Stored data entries

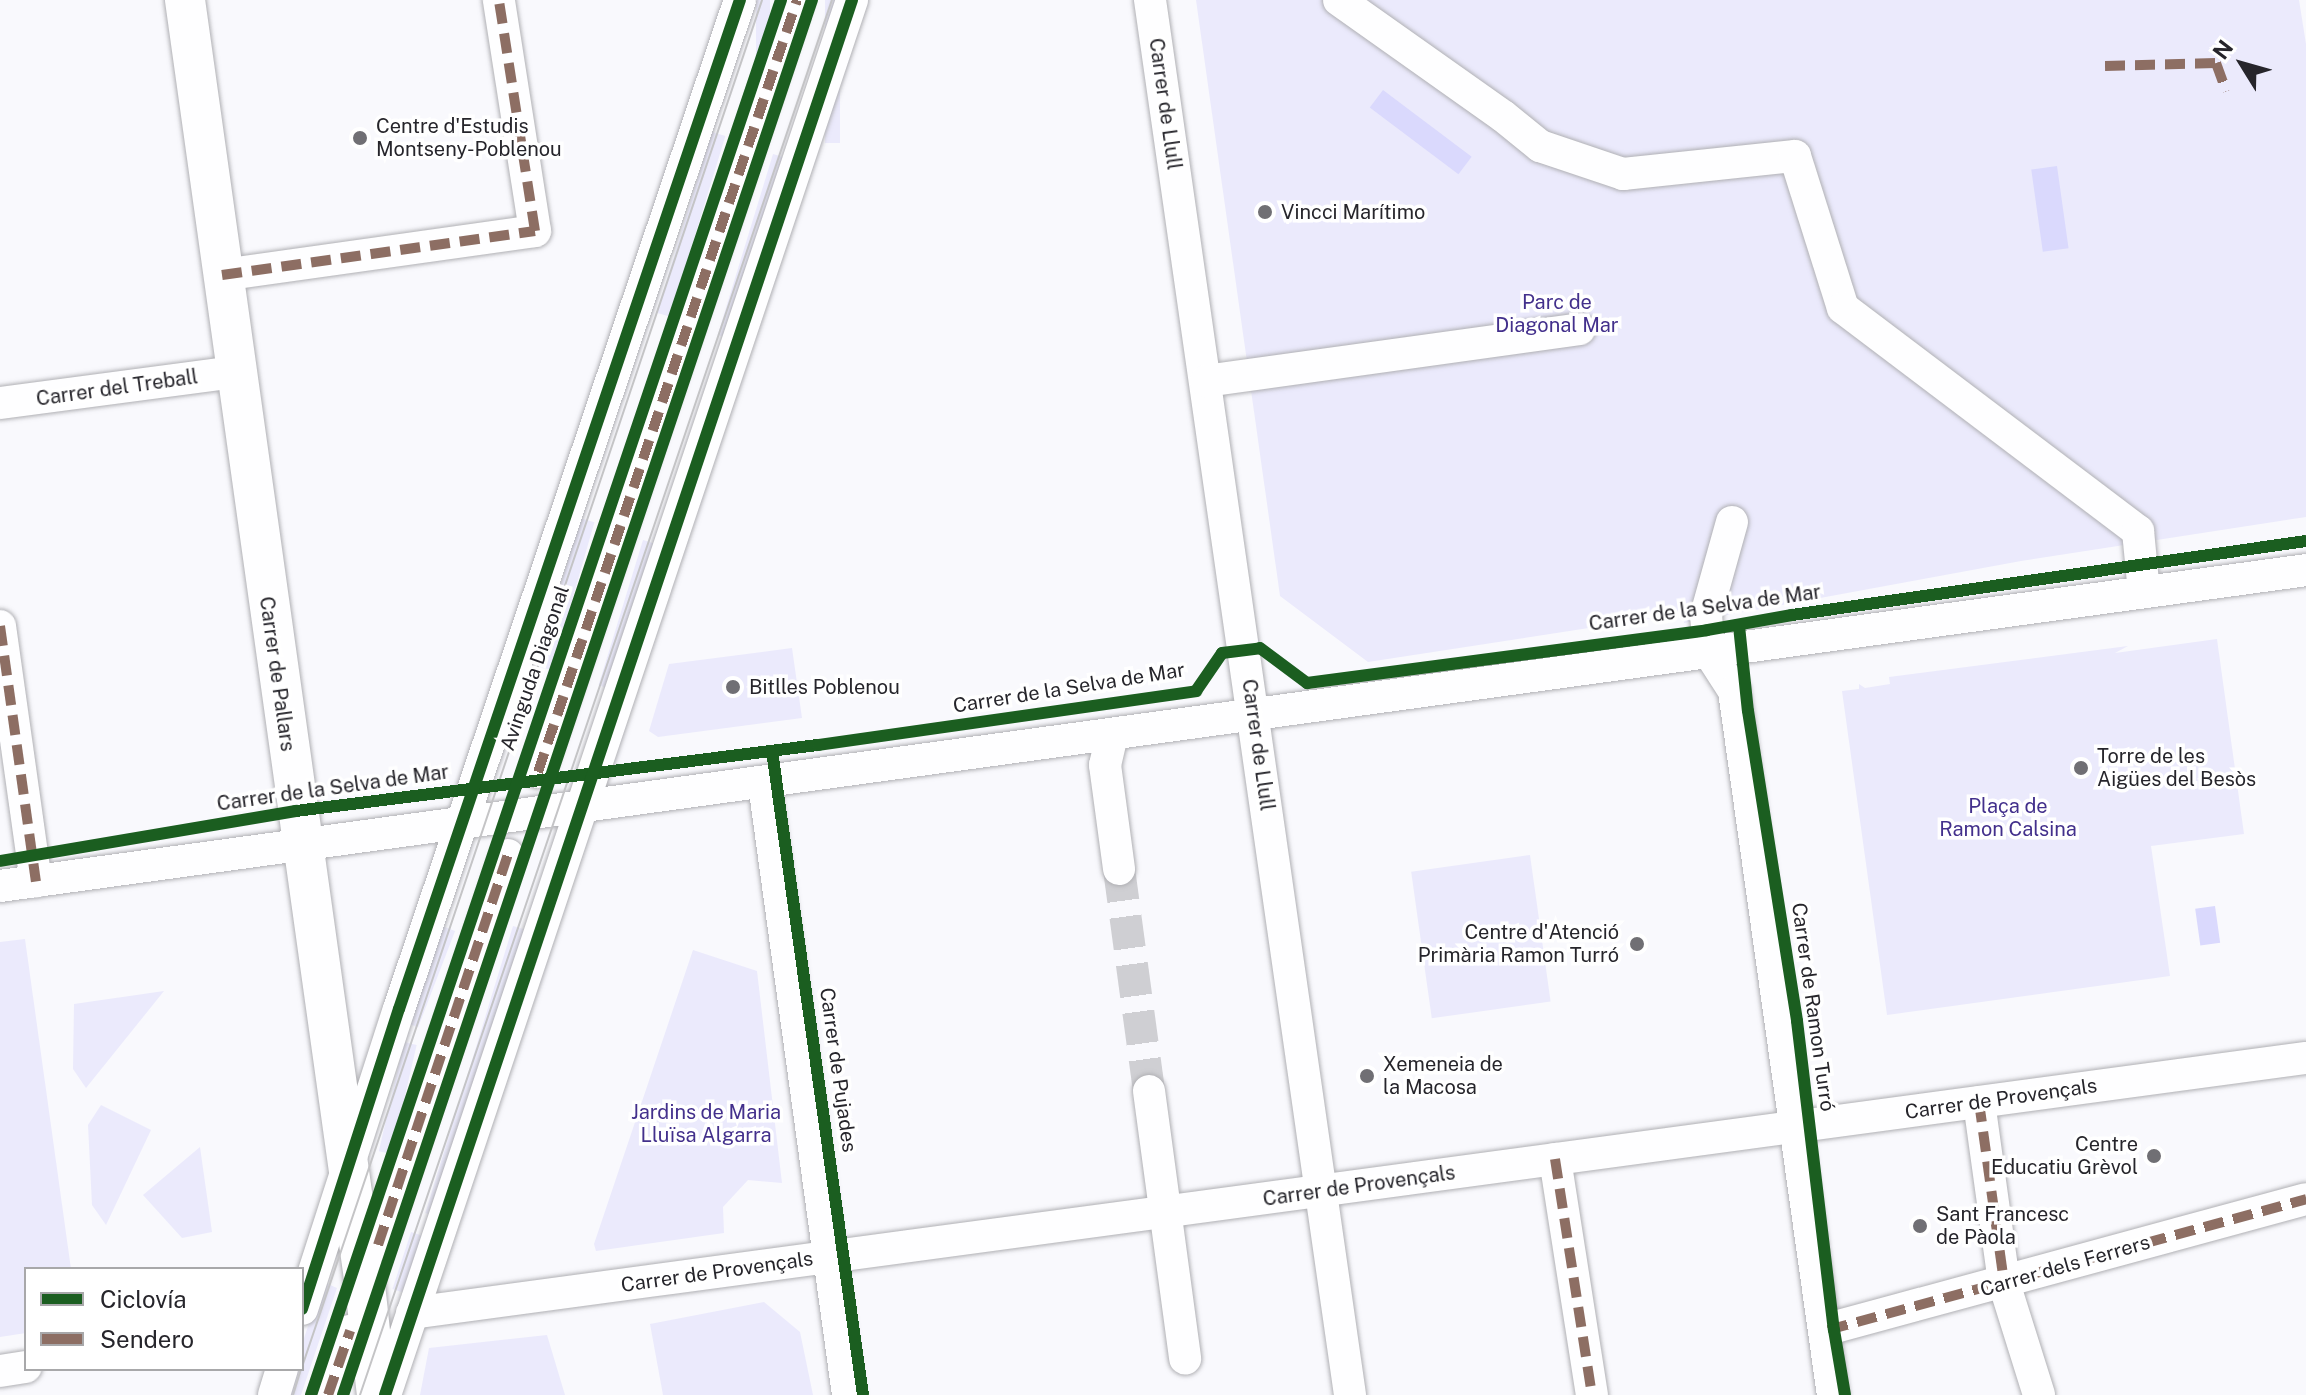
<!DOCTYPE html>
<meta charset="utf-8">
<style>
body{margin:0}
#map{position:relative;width:2306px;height:1395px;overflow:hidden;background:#f9f9fd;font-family:"Public Sans",sans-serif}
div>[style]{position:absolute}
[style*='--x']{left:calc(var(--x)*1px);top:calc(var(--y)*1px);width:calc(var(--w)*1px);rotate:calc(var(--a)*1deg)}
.green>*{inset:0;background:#ebeafc;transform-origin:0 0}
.water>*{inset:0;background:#dad9fd;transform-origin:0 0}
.minor-tunnel>*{height:32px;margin-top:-16px;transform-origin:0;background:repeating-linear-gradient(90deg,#cfcfd3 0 32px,transparent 0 48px)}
.roads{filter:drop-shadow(0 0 2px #b0b0b4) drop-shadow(0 0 2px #b0b0b4)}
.minor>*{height:32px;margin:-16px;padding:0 16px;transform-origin:16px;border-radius:16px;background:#fefeff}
.major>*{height:40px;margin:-20px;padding:0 20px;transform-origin:20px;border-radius:20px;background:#fefeff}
.tram>*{height:2px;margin:-1px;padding:0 1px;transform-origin:1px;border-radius:1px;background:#c4c4c6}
.quiet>*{height:10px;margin-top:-5px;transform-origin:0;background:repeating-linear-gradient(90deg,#8d6e63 0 20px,transparent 0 30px)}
.cycleway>*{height:12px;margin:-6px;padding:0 6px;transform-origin:6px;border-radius:6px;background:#1b5e20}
.dots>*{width:22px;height:22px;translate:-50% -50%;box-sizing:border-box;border:4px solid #fff;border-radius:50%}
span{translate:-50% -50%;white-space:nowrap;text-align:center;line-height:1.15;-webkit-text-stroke:7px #fff;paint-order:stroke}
.street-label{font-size:20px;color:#26252b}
.poi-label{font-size:20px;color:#26252b}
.left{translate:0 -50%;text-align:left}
.right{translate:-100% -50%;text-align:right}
.park-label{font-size:20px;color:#43308c}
.legend{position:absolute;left:24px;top:1267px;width:280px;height:104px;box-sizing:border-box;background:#fff;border:2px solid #a8a8aa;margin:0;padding:10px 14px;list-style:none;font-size:24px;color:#26252b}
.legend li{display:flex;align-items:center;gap:16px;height:40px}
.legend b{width:40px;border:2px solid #a8a8aa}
.north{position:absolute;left:2202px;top:24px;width:80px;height:80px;-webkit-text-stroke:6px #fff;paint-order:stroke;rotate:307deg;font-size:22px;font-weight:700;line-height:32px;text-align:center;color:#26252b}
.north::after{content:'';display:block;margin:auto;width:28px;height:36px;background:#26252b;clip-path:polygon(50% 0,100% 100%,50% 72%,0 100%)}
</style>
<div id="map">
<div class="green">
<i style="left:756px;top:0;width:14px;height:120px"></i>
<i style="left:825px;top:0;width:15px;height:143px"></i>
<i style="clip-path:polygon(1196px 0,2299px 0,2306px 44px,2306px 517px,2021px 561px,1684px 623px,1686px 613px,1368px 662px,1280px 596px)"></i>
<i style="left:712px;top:132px;width:14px;height:189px;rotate:17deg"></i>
<i style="left:773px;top:154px;width:14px;height:189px;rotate:17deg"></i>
<i style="left:580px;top:518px;width:15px;height:154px;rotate:16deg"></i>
<i style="left:643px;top:540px;width:14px;height:152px;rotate:17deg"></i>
<i style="clip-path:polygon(2217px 639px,2244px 834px,2151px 846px,2170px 976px,1887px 1015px,1842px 691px,1859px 689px,1859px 684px,1865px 688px,1890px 684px,1889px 677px,2128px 646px,2115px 653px)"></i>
<i style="clip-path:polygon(792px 648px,802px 718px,658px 737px,649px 731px,669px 664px)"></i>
<i style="left:1530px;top:855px;width:148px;height:120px;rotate:82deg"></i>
<i style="left:442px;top:926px;width:14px;height:103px;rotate:21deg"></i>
<i style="left:513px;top:926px;width:14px;height:300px;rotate:17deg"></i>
<i style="clip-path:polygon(25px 939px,71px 1269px,26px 1269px,26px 1333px,0 1337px,0 942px)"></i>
<i style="clip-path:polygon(693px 950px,757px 971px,782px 1183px,748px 1180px,723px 1207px,724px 1233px,596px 1251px,594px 1244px)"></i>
<i style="clip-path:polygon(164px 991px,86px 1088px,73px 1069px,74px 1004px)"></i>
<i style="left:404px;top:1042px;width:13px;height:112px;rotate:13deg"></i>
<i style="clip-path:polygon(101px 1105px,151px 1130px,106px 1225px,92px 1205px,88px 1125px)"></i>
<i style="clip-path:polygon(200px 1147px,212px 1232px,182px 1238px,143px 1195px)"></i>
<i style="left:411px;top:1232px;width:13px;height:60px;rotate:18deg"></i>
<i style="clip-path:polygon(323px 1282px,337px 1288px,301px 1395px,285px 1395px,293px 1369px,302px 1369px,302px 1344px)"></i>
<i style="clip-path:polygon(764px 1302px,800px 1332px,813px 1395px,663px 1395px,650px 1324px)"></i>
<i style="clip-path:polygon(547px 1335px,565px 1395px,420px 1395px,429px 1348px)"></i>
</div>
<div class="water">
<i style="left:1383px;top:90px;width:111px;height:22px;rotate:37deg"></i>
<i style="left:2057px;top:166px;width:83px;height:26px;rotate:82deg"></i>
<i style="left:2215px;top:906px;width:37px;height:20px;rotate:82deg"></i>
</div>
<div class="minor-tunnel">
<i style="--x:1119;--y:869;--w:224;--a:82.3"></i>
</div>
<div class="roads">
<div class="minor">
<i style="--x:1150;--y:0;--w:1409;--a:81.84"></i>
<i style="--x:1339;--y:0;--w:201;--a:35.3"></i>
<i style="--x:1503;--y:116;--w:48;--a:39"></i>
<i style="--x:1540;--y:146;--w:88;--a:18.6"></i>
<i style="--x:1623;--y:174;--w:173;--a:-6"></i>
<i style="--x:1795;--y:156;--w:159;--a:72.5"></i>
<i style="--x:1843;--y:308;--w:370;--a:37.1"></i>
<i style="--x:2138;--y:531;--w:61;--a:84.4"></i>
<i style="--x:222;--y:275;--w:316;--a:-8"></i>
<i style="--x:535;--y:231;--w:234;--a:-98.9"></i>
<i style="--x:1206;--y:381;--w:377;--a:-7.9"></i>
<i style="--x:0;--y:403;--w:237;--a:-7.5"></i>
<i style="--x:1732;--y:522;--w:97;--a:105.6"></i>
<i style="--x:1706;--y:615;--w:37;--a:85"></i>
<i style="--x:1709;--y:652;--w:46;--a:57.3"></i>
<i style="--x:1734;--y:691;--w:711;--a:82"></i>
<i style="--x:0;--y:626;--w:258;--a:82"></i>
<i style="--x:1112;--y:735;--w:31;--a:103"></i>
<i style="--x:1105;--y:765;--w:105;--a:82.3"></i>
<i style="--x:538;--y:772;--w:814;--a:-71.45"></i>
<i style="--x:764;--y:784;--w:617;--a:82.17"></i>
<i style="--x:0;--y:886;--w:2328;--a:-7.8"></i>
<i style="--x:1149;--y:1091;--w:270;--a:82.3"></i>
<i style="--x:1979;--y:1102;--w:183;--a:82.1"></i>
<i style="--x:2004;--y:1283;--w:117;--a:72.6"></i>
<i style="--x:1555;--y:1159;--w:239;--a:81.1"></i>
<i style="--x:378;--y:1245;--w:411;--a:-71.6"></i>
<i style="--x:302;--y:1309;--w:315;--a:-72.1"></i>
<i style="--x:399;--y:1009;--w:1065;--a:-71.33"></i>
<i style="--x:412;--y:1313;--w:1911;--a:-7.67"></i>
<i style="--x:1824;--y:1330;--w:499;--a:-15.2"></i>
<i style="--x:0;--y:1371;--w:26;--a:-9"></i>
<i style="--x:274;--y:1395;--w:27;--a:-73"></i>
<i style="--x:328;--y:1395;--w:68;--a:-71"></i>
<i style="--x:385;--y:1395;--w:1471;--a:-71.49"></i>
</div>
<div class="major">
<i style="--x:185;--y:0;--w:1298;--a:82.03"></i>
<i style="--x:365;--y:1285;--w:111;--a:83.8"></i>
</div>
</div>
<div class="tram">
<i style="--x:302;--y:1367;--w:1442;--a:-71.4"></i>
<i style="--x:293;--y:1395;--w:27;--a:-73"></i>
<i style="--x:360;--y:1395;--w:1473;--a:-71.31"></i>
</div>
<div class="quiet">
<i style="--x:2105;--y:66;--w:111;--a:-1.5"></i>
<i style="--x:2216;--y:63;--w:30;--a:70"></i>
<i style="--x:222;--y:275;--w:316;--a:-8"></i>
<i style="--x:535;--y:231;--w:234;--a:-98.9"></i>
<i style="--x:0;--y:626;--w:258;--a:82"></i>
<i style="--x:538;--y:772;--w:814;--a:-71.45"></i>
<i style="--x:1979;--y:1102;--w:183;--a:82.1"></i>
<i style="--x:1555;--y:1159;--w:239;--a:81.1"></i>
<i style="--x:378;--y:1245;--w:411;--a:-71.6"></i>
<i style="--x:1828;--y:1330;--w:496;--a:-15.3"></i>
<i style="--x:328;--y:1395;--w:68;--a:-71"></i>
</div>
<div class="cycleway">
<i style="--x:1739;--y:626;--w:85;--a:84"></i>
<i style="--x:1748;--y:711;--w:314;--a:81"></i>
<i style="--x:1797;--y:1021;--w:311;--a:83.2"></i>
<i style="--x:1834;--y:1330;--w:66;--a:80.4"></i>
<i style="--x:772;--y:751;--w:650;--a:81.96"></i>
<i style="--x:0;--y:861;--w:300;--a:-9.6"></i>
<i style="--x:296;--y:811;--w:526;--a:-7.21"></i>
<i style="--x:818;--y:745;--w:382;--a:-8.1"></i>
<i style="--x:1196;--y:691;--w:46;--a:-55.6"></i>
<i style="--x:1222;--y:653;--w:38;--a:-7"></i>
<i style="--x:1260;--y:648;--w:59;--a:36.7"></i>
<i style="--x:1307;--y:683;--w:403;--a:-7.5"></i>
<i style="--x:1707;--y:630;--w:86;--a:-10"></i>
<i style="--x:1792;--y:615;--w:519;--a:-8.19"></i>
<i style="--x:302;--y:1309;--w:315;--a:-72.1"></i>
<i style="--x:399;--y:1009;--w:1065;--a:-71.33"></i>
<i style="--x:311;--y:1395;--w:1472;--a:-71.38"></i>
<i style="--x:343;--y:1395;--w:1472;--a:-71.42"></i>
<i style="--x:385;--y:1395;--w:1471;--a:-71.49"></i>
</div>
<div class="dots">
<i style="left:360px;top:138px;background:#706f74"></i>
<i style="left:1265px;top:212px;background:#706f74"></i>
<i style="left:733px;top:687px;background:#706f74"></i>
<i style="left:2081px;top:768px;background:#706f74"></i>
<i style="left:1637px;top:944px;background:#706f74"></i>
<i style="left:1367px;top:1076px;background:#706f74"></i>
<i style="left:2154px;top:1156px;background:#706f74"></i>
<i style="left:1920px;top:1226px;background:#706f74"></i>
</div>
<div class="street-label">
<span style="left:1165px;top:104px;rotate:82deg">Carrer de Llull</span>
<span style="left:117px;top:388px;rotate:-8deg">Carrer del Treball</span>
<span style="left:1705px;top:608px;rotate:-8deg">Carrer de la Selva de Mar</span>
<span style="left:535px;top:668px;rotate:-71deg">Avinguda Diagonal</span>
<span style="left:277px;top:674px;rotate:82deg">Carrer de Pallars</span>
<span style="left:1069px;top:688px;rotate:-9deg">Carrer de la Selva de Mar</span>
<span style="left:1258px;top:745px;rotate:82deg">Carrer de Llull</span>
<span style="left:333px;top:788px;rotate:-8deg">Carrer de la Selva de Mar</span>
<span style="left:1813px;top:1007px;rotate:82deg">Carrer de Ramon Turró</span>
<span style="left:838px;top:1070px;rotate:82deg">Carrer de Pujades</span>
<span style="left:2001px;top:1099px;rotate:-8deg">Carrer de Provençals</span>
<span style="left:1359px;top:1186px;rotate:-8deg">Carrer de Provençals</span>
<span style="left:2065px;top:1266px;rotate:-16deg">Carrer dels Ferrers</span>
<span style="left:717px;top:1272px;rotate:-8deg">Carrer de Provençals</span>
</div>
<div class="poi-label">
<span class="left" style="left:376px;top:138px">Centre d'Estudis<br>Montseny-Poblenou</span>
<span class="left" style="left:1281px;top:212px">Vincci Marítimo</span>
<span class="left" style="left:749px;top:687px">Bitlles Poblenou</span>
<span class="left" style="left:2097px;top:768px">Torre de les<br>Aigües del Besòs</span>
<span class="right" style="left:1619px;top:944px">Centre d'Atenció<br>Primària Ramon Turró</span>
<span class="left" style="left:1383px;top:1076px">Xemeneia de<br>la Macosa</span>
<span class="right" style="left:2138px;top:1156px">Centre<br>Educatiu Grèvol</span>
<span class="left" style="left:1936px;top:1226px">Sant Francesc<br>de Pàola</span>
</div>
<div class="park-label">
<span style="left:1557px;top:314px">Parc de<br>Diagonal Mar</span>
<span style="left:2008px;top:818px">Plaça de<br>Ramon Calsina</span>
<span style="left:706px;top:1124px">Jardins de Maria<br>Lluïsa Algarra</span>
</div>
<ul class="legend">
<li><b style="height:10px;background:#1b5e20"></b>Ciclovía</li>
<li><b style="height:10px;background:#8d6e63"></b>Sendero</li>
</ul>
<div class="north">N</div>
</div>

• _Problem_
Search the entries for the word "inset" and show every line that has it.

• _Response_
.green>*{inset:0;background:#ebeafc;transform-origin:0 0}
.water>*{inset:0;background:#dad9fd;transform-origin:0 0}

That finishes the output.